When a pharmaceutical company finds a chemical which has potential as a medication, they need to conduct a series of tests before any human can be given this substance.

First of all, the safety of the substance needs to be assessed, as well as having tests which confirm that the substance actually has an effect on the disease it’s targeting. This is normally done through laboratory and animal testing. Due to potential long-term problems when taking the medication, this stage lasts an average of 3 and a half years.

Apply for Investigational New Drug

In order to start human testing, the drug company needs to file for the IND. They need to include some information about the chemical composition, previous testing, as well as their plans on how to conduct human testing.

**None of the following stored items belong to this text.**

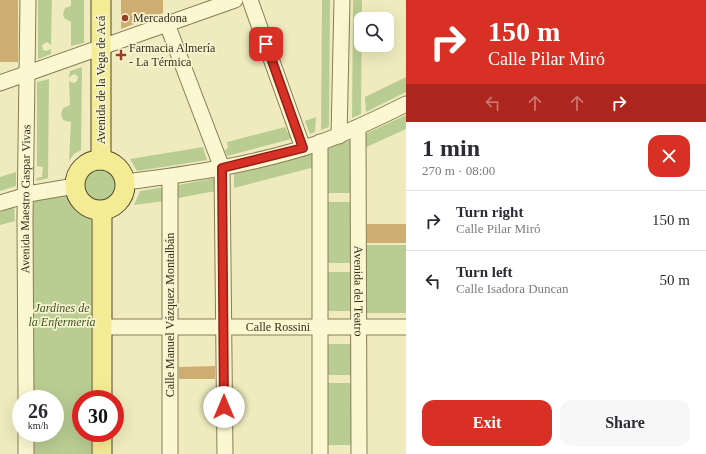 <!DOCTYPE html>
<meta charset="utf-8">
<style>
body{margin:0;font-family:"Times New Roman",serif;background:#f7f7f7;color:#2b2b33;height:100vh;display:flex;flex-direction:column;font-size:15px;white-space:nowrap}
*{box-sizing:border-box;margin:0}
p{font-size:13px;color:#7c7c81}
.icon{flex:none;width:22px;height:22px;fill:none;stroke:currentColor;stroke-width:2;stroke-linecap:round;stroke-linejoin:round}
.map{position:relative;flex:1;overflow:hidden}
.drawer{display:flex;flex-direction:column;background:#fff;width:300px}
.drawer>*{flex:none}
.top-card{background:#d93025;color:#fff;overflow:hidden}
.tools{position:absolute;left:354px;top:12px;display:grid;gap:8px}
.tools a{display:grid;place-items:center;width:40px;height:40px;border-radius:8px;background:#fff;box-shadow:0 4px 16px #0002;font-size:20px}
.speed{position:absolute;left:12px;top:390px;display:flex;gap:8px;font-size:20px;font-weight:700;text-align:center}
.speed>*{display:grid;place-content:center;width:52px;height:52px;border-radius:50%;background:#fff;box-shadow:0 4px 16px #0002;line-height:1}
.speed small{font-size:10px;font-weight:400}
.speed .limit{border:6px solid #d22;background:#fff;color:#111}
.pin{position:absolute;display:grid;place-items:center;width:34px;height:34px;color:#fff;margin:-17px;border-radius:8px;box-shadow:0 2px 6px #0006}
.me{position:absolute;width:44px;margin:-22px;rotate:0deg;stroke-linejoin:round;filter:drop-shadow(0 0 3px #0008)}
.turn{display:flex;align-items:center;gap:14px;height:84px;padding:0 16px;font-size:18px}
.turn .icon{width:52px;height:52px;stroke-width:2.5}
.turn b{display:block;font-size:28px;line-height:34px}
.lanes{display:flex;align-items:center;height:38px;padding:0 16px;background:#0003;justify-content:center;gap:20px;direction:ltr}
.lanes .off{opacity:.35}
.round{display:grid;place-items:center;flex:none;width:42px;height:42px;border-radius:12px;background:#f7f7f7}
.summary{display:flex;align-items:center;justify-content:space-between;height:68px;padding:0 16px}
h1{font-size:24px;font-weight:700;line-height:30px}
.primary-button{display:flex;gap:8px;margin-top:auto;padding:8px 16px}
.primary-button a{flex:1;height:46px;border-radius:12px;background:#d93025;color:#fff;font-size:16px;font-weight:700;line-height:46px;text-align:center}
.primary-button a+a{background:#f7f7f7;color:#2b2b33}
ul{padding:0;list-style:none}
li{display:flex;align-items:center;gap:12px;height:60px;padding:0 16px;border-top:1px solid #e1e1e2}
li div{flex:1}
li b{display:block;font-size:15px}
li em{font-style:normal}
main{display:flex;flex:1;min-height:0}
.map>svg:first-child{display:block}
.green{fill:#b9cd92}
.building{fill:#cead73}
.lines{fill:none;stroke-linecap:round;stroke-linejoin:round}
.minor-casing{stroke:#887c56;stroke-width:17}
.major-casing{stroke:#55482b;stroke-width:21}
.minor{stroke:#faf7d1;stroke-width:15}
.major{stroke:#f4ec94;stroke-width:19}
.route-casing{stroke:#8d1f18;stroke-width:10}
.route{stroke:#d93025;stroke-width:7}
.poi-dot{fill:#983e25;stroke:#f6f3ce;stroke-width:1.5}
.labels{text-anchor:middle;stroke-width:3.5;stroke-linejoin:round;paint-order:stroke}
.poi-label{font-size:12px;fill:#362f1c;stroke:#f6f3ce;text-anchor:start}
.street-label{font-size:12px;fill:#362f1c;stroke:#f6f3ce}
.park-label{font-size:12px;font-style:italic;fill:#3c5322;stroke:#f6f3ce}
</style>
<main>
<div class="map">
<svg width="406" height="454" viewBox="0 0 406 454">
<rect width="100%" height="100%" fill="#efebbe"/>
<g class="green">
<polygon points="38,0 52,0 51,45 47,42 42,45 43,50 46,51 51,49 51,54 38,59"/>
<polygon points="71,0 84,0 84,43 71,46 71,22 64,18 63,14 65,8 71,6"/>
<polygon points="322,0 330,0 329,127 321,130"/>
<polygon points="353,0 362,0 361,114 352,118"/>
<polygon points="82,67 81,150 74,154 69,161 71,122 63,120 61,114 63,108 70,105 69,81 74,83 77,81 78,77 75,74 72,75 69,78 70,71"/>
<polygon points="406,77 406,92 366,112 365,97"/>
<polygon points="49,79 48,178 36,181 37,178 42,177 43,167 37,166 37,82"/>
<polygon points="406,115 406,129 362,149 363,135"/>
<polygon points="316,117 315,132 310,134 305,121"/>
<polygon points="285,127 288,133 292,131 295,138 227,156 225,150 228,148 227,142"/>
<polygon points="354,139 354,193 325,193 325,149"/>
<polygon points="203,147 207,160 137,171 130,159"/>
<polygon points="315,152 315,167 234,188 234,174"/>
<circle cx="100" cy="185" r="19"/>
<polygon points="16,172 16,186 0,191 0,177"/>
<polygon points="215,178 216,191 173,199 173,186"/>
<polygon points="165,187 165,201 134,205 140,191"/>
<path d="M72,194C75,207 88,209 91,219V399H81V433H91V454H32V433H55V399H32L33,202L34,199Z"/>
<rect x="325" y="202" width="30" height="61"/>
<polygon points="14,207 15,221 0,225 0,212"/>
<polygon points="364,245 406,245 406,313 365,313"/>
<rect x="325" y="272" width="29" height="39"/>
<rect x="324" y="344" width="31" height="31"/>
<rect x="325" y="383" width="30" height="62"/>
</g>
<g class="building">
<rect x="0" y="0" width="18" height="62"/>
<polygon points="121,0 163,0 163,13 121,29"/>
<rect x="367" y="224" width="39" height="19"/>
<polygon points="215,366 215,379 179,379 179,367"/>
</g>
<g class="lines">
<defs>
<g id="minor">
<polyline points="250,0 303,148"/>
<polyline points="167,24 222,168 225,454"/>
<polyline points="0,83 235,0"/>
<path id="s1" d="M358,128L359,454"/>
<polyline points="339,136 342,0"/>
<polyline points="170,177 170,454"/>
<path d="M125,182C191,174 257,164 319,143C349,132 378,118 406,104"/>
<polyline points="0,203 34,193 75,186"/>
<path id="s2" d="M102,327H406"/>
<path id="s3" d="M26,399L25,220L28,0"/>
<polyline points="26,433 26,454"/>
<polyline points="320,454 320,142"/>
</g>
<g id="major">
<polyline points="101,0 101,160"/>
<circle cx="100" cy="185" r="25"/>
<polyline points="102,211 102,399"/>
<polyline points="102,433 102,454"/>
</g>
</defs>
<use href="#minor" class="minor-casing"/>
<use href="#major" class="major-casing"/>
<use href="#minor" class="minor"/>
<use href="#major" class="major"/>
</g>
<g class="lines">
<defs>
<polyline id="route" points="224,407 222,168 303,148 266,44"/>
</defs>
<use href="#route" class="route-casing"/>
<use href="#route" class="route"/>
</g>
<g class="poi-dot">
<circle cx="125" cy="18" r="4"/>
<path d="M119 49h4v4h4v4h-4v4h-4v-4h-4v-4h4z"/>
</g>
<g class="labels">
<g class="poi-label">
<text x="133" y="22">Mercadona</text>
<text x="129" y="52">Farmacia Almería<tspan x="129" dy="14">- La Térmica</tspan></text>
</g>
<g class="street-label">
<text transform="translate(101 80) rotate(-90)" y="4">Avenida de la Vega de Acá</text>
<text dy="4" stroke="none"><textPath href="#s3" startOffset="200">Avenida Maestro Gaspar Vivas</textPath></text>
<text dy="4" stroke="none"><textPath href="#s1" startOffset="163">Avenida del Teatro</textPath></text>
<text transform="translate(170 315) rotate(-90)" y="4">Calle Manuel Vázquez Montalbán</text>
<text dy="4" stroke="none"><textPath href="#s2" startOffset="176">Calle Rossini</textPath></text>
</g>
<g class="park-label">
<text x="62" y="312">Jardines de<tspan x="62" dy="14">la Enfermería</tspan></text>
</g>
</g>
</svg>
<div class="tools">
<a><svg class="icon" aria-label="search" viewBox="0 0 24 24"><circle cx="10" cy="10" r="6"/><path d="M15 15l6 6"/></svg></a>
</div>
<div class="speed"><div>26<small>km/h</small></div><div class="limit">30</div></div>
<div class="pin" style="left:266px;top:44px;background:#d93025"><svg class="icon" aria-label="arrive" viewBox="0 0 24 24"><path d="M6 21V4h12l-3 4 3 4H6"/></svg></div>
<svg class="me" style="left:224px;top:407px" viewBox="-20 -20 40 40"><circle r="19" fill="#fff"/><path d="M0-13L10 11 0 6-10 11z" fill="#d93025"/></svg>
</div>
<section class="drawer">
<div class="top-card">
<div class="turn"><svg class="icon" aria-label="right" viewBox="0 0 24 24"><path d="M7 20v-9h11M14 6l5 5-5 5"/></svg><div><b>150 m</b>Calle Pilar Miró</div></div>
<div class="lanes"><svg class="icon off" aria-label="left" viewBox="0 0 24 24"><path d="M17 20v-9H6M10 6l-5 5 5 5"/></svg><svg class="icon off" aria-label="ahead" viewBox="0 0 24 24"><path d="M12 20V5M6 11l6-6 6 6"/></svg><svg class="icon off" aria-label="ahead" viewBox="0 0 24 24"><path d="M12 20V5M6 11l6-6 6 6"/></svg><svg class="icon" aria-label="right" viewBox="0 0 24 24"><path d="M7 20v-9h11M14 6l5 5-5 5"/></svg></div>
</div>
<div class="summary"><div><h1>1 min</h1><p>270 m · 08:00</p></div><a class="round" style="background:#d93025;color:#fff"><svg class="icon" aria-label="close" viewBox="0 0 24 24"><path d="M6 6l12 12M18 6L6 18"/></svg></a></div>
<ul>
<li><svg class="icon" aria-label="right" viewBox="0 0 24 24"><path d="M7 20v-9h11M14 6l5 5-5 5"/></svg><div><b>Turn right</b><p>Calle Pilar Miró</p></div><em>150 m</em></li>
<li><svg class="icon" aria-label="left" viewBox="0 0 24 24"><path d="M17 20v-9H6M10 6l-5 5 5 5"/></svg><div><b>Turn left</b><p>Calle Isadora Duncan</p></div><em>50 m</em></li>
</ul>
<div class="primary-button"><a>Exit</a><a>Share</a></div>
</section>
</main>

They also need to disclose any negative effects on the body, such as toxicity or side effects. The FDA responds within a month of the application submission, or it is considered void by default.

Clinical Trials Phase I

The first round of human tests is typically done on healthy humans. It consists of small groups of subjects, and it is primarily used to determine the dosage of the drug which is safe to administer, as well as how it is absorbed, how it functions and how it is metabolized. This phase typically lasts for one year.

Clinical Trials Phase II

This phase includes people who have the disease that the drug is intended to treat. These trials are bigger and include somewhere between 100 and 300 people. The aim is to establish the minimum and maximum effective doses of the drug. The average duration is around 2 years.

Clinical Trials Phase III

These trials are large and include somewhere between 1000 and 3000 people. The main aim of this phase is to identify the effectiveness of the drug, as well as the possible side effects. Apart from the known side effects from phase II, subjects are asked about their own experiences. These studies are randomized, meaning that some subjects are given the placebo, whereas others are given the real drug. Due to the importance of this stage, it lasts for 3 years.

Application for New Drug

Once Phase III is done, the drug company can apply for a New Drug status to the FDA. They need to analyze the data and submit it for control. This is a rigorous stage, and it takes up to 30 months or two and a half years.

Phase IV Studies

The final stage of drug approval is done after the drug has already reached the population. IT consists of collecting data from people who have taken the medication and analyzing it to ensure that nothing was missed during the rigorous testing.

There are ways to speed up this process, but it is rarely done to ensure that only safe medication is approved.